Calculate the overall score from these components (total: 100 points):

- **QM Structural Review (40 points):** 5 points per standard. Pass = full
  points, flag = half points (2.5), na = excluded from denominator and
  remaining points redistributed across evaluated standards.
- **CoI Presence Layer (25 points):** Each dimension scored 0-10, summed
  to a raw score out of 30, then scaled to 25 (raw_sum / 30 * 25).
- **Constructive Alignment (15 points):** Full points if alignment verified.
  Deduct 5 points per critical misalignment, 2 per warning.
- **Cross-Domain Evidence Checks (20 points):** 5 points per check. Full
  points if no flags. Deduct per flag: critical = -3, warning = -2,
  info = -1. Minimum 0 per check.

### Cross-Referencing Other idstack Skills

When recommending fixes, point users to the appropriate idstack skill:

- Misaligned or weak ILOs: "Run `/learning-objectives` to realign ILO-3 with
  its assessment."
- Missing learner profile: "Run `/needs-analysis` to establish the learner
  profile that is currently missing."
- No task analysis: "Run `/needs-analysis` — the task analysis will inform
  which activities are core vs. reference."
- Weak alignment chain: "Run `/learning-objectives` to rebuild the alignment
  matrix from your task analysis."

---

## Write Manifest

After completing the review, save results to the project manifest.

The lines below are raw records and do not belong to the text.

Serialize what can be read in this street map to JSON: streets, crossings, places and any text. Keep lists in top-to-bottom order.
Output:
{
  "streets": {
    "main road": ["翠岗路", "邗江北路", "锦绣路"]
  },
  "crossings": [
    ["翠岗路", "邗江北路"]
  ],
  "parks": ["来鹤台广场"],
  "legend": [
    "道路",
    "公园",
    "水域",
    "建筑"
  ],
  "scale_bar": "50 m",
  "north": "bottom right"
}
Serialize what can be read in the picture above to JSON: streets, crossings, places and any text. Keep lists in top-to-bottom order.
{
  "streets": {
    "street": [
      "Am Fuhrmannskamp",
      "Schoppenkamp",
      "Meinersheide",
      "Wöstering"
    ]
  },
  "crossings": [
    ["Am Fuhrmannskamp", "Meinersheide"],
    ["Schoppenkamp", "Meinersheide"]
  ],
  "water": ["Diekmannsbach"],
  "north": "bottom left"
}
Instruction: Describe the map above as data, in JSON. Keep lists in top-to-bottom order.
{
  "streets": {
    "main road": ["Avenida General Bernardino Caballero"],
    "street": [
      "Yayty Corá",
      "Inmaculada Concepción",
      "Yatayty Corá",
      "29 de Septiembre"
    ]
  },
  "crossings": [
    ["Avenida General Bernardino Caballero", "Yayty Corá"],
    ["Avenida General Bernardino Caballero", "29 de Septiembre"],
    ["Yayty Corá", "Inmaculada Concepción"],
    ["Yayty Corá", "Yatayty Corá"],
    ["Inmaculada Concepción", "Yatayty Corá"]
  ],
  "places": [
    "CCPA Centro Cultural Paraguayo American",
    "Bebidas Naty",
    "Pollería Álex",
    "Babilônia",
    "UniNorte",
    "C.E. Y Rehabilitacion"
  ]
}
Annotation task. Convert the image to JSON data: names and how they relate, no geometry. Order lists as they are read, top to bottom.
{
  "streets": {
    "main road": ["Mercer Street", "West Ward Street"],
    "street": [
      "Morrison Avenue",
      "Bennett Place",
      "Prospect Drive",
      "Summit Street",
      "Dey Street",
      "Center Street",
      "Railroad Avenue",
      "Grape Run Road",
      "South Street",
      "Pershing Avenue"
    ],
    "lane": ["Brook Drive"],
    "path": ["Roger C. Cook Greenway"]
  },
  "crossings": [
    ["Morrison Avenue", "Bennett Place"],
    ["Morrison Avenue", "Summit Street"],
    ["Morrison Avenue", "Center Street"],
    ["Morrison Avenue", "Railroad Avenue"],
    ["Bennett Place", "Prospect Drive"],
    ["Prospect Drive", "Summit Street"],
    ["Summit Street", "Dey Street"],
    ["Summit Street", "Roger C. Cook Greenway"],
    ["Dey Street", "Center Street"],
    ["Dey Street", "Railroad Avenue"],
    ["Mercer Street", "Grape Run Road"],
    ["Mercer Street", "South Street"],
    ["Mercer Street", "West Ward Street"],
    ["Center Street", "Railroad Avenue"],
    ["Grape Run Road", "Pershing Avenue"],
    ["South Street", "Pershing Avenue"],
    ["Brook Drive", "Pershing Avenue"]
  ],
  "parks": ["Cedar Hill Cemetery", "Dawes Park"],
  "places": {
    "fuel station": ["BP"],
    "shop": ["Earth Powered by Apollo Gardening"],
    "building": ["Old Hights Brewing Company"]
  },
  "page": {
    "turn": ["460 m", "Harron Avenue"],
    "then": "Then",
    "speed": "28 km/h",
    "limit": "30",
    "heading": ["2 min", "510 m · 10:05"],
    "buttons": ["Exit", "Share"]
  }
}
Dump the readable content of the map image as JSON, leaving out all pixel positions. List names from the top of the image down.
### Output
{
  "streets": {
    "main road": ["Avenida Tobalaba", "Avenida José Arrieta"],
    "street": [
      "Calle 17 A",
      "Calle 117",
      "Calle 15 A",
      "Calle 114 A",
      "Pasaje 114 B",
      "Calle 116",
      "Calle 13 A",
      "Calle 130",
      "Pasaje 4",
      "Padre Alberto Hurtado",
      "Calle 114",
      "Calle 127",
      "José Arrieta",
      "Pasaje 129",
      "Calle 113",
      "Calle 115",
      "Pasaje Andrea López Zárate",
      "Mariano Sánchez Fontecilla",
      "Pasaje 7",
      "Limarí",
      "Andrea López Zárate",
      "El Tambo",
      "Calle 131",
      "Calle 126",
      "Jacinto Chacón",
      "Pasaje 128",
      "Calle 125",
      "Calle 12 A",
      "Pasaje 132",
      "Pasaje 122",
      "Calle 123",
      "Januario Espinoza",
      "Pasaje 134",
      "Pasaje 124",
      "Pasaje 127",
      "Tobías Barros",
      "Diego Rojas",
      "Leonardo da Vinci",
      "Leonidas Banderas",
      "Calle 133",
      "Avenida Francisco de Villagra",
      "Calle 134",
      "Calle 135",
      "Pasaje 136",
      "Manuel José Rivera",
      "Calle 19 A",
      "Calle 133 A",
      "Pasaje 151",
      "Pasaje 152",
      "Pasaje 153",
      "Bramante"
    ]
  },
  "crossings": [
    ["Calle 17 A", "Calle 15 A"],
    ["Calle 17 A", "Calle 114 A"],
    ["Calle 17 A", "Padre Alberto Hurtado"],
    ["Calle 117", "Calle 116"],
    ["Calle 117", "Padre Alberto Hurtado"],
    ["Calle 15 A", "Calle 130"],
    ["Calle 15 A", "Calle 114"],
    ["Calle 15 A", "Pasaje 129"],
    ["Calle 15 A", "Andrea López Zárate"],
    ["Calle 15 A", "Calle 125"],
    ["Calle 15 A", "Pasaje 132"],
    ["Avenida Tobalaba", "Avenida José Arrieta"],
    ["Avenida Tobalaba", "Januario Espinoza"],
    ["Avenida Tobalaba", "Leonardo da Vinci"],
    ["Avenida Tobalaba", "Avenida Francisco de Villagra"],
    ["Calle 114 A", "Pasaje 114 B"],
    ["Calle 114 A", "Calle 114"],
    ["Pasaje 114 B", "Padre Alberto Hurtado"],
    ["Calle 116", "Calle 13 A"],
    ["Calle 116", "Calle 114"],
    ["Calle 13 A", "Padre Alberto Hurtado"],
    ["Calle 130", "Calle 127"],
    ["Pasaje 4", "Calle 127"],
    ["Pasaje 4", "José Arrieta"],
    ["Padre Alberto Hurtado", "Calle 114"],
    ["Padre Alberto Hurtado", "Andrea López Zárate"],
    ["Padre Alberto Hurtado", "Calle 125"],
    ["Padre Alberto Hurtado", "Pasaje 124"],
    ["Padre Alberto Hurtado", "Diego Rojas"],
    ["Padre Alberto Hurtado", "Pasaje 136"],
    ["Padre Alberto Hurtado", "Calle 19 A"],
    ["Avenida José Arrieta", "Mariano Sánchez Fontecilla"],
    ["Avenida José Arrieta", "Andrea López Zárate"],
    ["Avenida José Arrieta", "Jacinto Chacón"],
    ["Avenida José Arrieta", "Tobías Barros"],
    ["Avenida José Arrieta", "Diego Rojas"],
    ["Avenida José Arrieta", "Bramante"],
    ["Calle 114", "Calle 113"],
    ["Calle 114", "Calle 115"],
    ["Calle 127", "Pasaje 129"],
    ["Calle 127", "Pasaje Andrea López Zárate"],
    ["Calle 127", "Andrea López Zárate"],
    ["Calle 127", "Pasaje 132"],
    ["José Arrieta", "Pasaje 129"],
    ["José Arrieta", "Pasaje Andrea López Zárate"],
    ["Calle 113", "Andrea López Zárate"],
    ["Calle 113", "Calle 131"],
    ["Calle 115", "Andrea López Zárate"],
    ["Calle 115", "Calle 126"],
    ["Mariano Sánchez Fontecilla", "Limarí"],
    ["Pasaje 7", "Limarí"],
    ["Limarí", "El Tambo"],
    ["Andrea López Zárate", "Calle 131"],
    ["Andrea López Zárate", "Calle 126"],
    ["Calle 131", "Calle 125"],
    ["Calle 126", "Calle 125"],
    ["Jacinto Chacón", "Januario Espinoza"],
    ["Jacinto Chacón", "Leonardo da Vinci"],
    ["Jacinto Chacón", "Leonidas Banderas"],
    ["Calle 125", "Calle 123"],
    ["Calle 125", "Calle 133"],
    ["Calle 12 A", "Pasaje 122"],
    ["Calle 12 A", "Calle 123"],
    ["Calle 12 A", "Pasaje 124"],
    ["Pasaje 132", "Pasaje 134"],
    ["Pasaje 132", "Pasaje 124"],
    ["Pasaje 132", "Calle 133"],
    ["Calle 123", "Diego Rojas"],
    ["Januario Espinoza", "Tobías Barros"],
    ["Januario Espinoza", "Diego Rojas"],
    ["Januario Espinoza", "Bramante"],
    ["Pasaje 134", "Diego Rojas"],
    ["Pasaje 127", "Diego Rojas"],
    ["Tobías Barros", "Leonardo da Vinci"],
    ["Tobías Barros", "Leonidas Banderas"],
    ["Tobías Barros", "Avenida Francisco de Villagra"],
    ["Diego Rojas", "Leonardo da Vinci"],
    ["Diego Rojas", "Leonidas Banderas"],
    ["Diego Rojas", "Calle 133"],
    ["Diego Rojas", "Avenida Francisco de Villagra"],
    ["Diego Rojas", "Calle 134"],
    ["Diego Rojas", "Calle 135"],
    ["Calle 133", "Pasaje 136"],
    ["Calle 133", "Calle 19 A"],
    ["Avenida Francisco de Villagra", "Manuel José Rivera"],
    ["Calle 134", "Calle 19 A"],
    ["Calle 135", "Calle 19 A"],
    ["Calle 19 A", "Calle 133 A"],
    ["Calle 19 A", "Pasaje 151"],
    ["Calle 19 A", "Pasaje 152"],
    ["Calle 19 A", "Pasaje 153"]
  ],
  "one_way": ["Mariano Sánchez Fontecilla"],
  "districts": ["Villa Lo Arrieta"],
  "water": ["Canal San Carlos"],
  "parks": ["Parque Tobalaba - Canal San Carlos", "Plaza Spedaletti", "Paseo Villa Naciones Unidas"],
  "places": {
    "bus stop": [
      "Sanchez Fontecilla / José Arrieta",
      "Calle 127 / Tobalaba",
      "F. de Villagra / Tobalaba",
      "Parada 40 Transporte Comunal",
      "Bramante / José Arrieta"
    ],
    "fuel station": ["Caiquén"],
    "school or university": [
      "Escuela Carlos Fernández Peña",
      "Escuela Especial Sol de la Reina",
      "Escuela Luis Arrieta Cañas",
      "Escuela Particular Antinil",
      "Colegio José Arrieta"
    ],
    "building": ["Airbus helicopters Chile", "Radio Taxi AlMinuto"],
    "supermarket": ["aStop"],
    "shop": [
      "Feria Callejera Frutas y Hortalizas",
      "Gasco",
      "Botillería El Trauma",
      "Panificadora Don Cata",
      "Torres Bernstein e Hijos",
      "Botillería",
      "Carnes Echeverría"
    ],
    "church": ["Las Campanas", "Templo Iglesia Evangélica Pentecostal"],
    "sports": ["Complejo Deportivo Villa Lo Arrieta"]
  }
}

**CRITICAL — Manifest Integrity Rules:**
1. If a manifest already exists, READ it first with the Read tool.
2. Modify ONLY the `quality_review` section. Preserve all other sections
   unchanged — `context`, `needs_analysis`, `learning_objectives`, and any
   other sections must remain exactly as they were.
3. Before writing, verify the JSON is valid: matching braces, proper commas,
   quoted strings, no trailing commas.
4. Update the top-level `updated` timestamp to reflect the current time.
5. If this is a new manifest, initialize ALL sections (including `context`,
   `needs_analysis`, and `learning_objectives`) with empty/default values so
   downstream skills find the expected structure.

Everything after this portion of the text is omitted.